Lo sviluppo sostenibile italiano transita anche nel sottosuolo, dove abbiamo risorse idriche fondamentali, fonti rinnovabili, minerali critici per la transizione ecologica. Ma purtroppo abbiamo solo una conoscenza parziale di tutto ciò, perché la Carta geologica d’Italia non è stata ancora terminata e i finanziamenti stanno ancora una volta terminando.
A lanciare l’allarme è l’ISPRA, Istituto superiore per la protezione e la ricerca ambientale, nell’ambito dell’incontro “La memoria del territorio a garanzia del futuro: il Progetto CARG” organizzato il 14 novembre scorso a Roma.

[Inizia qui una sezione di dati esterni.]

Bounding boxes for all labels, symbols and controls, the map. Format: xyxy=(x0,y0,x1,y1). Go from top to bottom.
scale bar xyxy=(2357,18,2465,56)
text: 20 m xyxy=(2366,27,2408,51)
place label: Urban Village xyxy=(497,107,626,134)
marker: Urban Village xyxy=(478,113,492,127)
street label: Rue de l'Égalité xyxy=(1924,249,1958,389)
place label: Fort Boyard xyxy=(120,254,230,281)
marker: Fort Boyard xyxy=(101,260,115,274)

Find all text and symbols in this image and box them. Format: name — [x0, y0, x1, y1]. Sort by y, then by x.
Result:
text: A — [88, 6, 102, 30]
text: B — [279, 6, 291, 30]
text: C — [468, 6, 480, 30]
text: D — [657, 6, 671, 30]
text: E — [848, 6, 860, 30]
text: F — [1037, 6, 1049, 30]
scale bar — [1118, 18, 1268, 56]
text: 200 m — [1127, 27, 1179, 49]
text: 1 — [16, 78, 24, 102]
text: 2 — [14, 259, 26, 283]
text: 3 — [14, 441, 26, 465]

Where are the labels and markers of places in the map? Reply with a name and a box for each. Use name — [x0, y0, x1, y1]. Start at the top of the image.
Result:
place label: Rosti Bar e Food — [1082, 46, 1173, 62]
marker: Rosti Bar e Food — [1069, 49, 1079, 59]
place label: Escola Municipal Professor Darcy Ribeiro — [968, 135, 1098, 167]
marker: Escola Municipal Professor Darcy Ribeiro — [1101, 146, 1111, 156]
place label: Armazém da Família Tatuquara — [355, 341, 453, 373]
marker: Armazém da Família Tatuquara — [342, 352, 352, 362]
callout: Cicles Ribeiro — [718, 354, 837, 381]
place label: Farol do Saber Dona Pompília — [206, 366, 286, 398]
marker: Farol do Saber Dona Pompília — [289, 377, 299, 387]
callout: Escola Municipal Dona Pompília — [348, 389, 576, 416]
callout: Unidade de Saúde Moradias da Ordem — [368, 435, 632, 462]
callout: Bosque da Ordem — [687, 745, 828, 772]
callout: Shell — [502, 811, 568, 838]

«Quella del rischio, non è una semplice carta colorata, ma un’importante infrastruttura di ricerca strategica per la Nazione, che oggi rappresenta lo strumento più completo per leggere il passato e il presente del nostro territorio» evidenziano dall’Ispra.

Cartografia Geologica d’Italia alla scala 1:50.000, quadro d’insieme (Servizio Geologico d’Italia e Progetto CARG)
Cos’è la Carta geologica d’Italia?
È la rappresentazione cartografica di informazioni ottenute grazie al lungo lavoro sul terreno da parte dei geologi che rilevano, analizzano ed elaborano tantissimi dati. Le informazioni acquisite vengono successivamente trasferite sulla corrispondente base topografica in modo che, tramite l’utilizzo di simboli convenzionali, sia sicura la posizione stratigrafica, l’età, le proprietà petrografiche delle formazioni geologiche indagate, in rapporto alla genesi e alle relazioni con le rocce adiacenti.
È uno strumento indispensabile, dunque, per comprendere le pericolosità geologiche del territorio, per riuscire a contenere i disastri, mettere in sicurezza i territori e proseguire con un’idonea pianificazione urbanistica.
La mappatura è andata avanti finora molto lentamente per la mancanza di investimenti, e dopo 40 anni è ancora lontana la linea di arrivo del 100% di copertura.
Fra l’altro, queste mappe non possono essere consultate online in modo gratuito come accade invece da anni in altri Paesi europei.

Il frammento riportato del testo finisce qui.